Young LGBTQ S. Koreans rejected by their families and peers

Posted on : 2020-07-02 17:15 KST Modified on : 2020-07-02 17:28 KST
Many sexual minorities find themselves on the streets, where even shelters reject them
The Seoul Queer Culture Festival. (Hankyoreh archives)
The Seoul Queer Culture Festival. (Hankyoreh archives)

Yoon-ji (pseudonym), a 17-year-old lesbian, was taken to a mental hospital because of a letter found on her desk. Seeing the letter from her girlfriend, her mother learned about her daughter’s sexual identity. After an argument, the mother concluded that Yoon-ji needed “treatment.” Yoon-ji refused, but her mother was adamant. The doctor at the mental hospital explained that “sexual identity and orientation are not things to be ‘treated.’” But the mother took Yoon-ji to several different hospitals until she found one that told her treatment was an option.

In a society where diversity of sexual orientation and identity is not respected, LGBTQ people are suffering in silence as they conceal themselves from others.

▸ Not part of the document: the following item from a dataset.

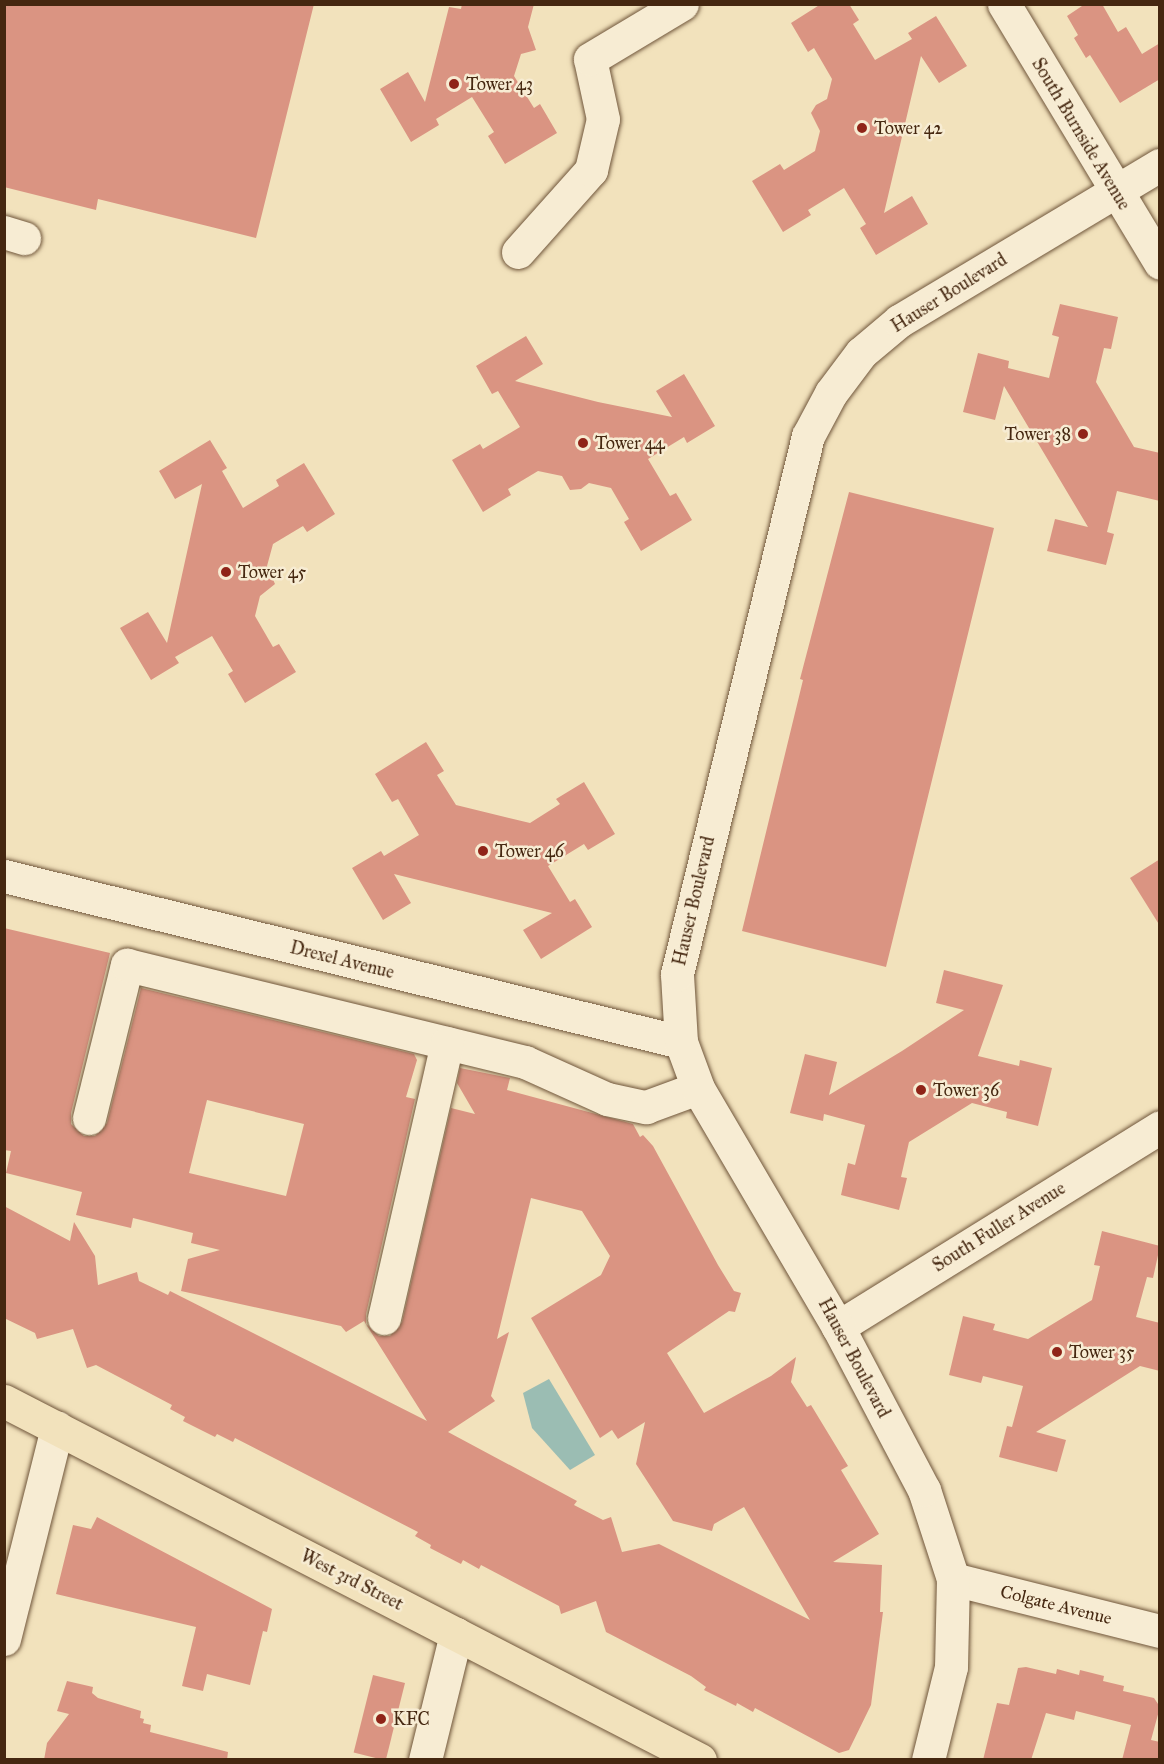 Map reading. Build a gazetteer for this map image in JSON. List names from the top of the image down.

The hardship is even worse for young LGBTQ people who are unable to establish themselves as independent. Not only do they face difficulties venturing out on their own when they have conflicts with family over their sexual orientation, but they may also face harassment at school. LGBTQ Youth Crisis Support Center DDing Dong, which is currently celebrating its fifth anniversary, published results from an analysis of its 2,055 cases of counseling and support over the past five years. The results showed young LGBTQ people to be barely weathering the discrimination and hatred they face even from the very schools and families that should be protecting them.

In 660 of the cases of young people requesting counseling from DDing Dong (32.1%), they complained of friction and abuse within the family, as in Yoon-ji’s case. Eighteen-year-old Ji-ho (pseudonym) requested counseling from DDing Dong after his parents, who are “the type of people who go to demonstrations protesting the Queer Culture Festival,” subjected him to “violence until I told them that I wasn’t gay.”

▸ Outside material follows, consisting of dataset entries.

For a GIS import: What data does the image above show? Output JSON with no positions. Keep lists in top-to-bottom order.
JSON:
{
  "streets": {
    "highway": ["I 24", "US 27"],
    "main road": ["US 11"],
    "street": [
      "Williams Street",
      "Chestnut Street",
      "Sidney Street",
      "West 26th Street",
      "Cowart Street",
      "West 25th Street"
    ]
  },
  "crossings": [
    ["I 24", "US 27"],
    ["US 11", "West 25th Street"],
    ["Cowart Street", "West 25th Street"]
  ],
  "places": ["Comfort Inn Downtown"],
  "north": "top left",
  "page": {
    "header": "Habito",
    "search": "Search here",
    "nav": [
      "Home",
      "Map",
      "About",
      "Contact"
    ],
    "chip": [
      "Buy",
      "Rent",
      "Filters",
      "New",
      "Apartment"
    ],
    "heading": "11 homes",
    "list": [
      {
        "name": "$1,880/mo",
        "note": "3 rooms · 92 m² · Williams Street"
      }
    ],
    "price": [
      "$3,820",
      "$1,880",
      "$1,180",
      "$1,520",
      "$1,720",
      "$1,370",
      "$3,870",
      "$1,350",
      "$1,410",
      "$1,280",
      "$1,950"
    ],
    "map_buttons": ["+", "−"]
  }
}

Jeong Min-seok, director of DDing Dong, explained, “A lot of cases involve [parents] saying hateful or insulting things to their children, or even physically abusing them.”

“There have even been cases of [parents] setting up closed-circuit cameras to prevent their children from going out, or sending them to religious institutions to ‘change’ their sexual identity,” he said.

The suffering they experience is not limited to the home. A total of 121 counseling cases (5.9%) involved harassment in school and students wrestling with whether to drop out altogether. Eighteen-year-old Min-ju (pseudonym), was subjected to numerous hateful remarks from fellow students after attending the Queer Culture Festival. When she came into the classroom, students would say, “A gay person’s here,” or ask, “Why do you have a perverted festival?” Min-ju complained of torment so severe that she could not even eat at school.

S. Korea has no guidelines on transgender students

School can be even more difficult for young transgender people, whose sexual identity can be relatively more obvious. Of the 106 trans young people who sought counseling with DDing Dong, 27 (25.5%) had dropped out of school. Attorney Song Ji-eun said, “In Japan, they have guidelines for transgender students so that schools can extend consideration to them. South Korea doesn’t have any guidelines for how to approach things on the ground.”

Faced with profound isolation, many young LGBTQ people dream of leaving home and becoming independent. The largest category of counseling cases involved questions about “self-sufficiency and leaving home” (35.6%). The last refuge available from society for young people who leave him is the youth shelter -- but for LGBTQ people, even that is not an option. Seventeen-year-old In-su (pseudonym) visited a shelter after being abused by his father for being gay, but the shelter turned him away. After learning that the reason for the domestic abuse had to do with his sexual identity, the shelter insisted that it would be “disruptive to the shelter to have sexual minorities sleeping together with the other children.”

Shelters are separated according to gender, making it difficult for transgender people

Jeong Min-seok explained, “Since they have shelters separated between males and females, it’s difficult for transgender people to use them. There are even cases of subtle discrimination by shelters once they find out you’re LGBTQ.” With young people unable to even resort to shelters, many of them end up roaming the streets, exposed to the threat of violence.

Amid the discrimination and hatred, young LGBTQ people are reporting psychological distress. 27.2% of counseling cases (559) concerned psychological health, while 12.4% (255) involved self-harm and the threat of suicide. Song Ji-eun said, “Many young LGBT people faced with discrimination find themselves experiencing a sense of helplessness and shame, with thoughts about how they ‘want to disappear’ or ‘feel as if I’m all alone.’”

Many are calling on the South Korean government to establish measures to embrace the young LGBTQ people excluded from the existing support system for at-risk youth.

“The government needs to think about how it can support young people within the support system we already have in place for at-risk young people,” Jeong said.

“The change needs to start in schools,” he urged.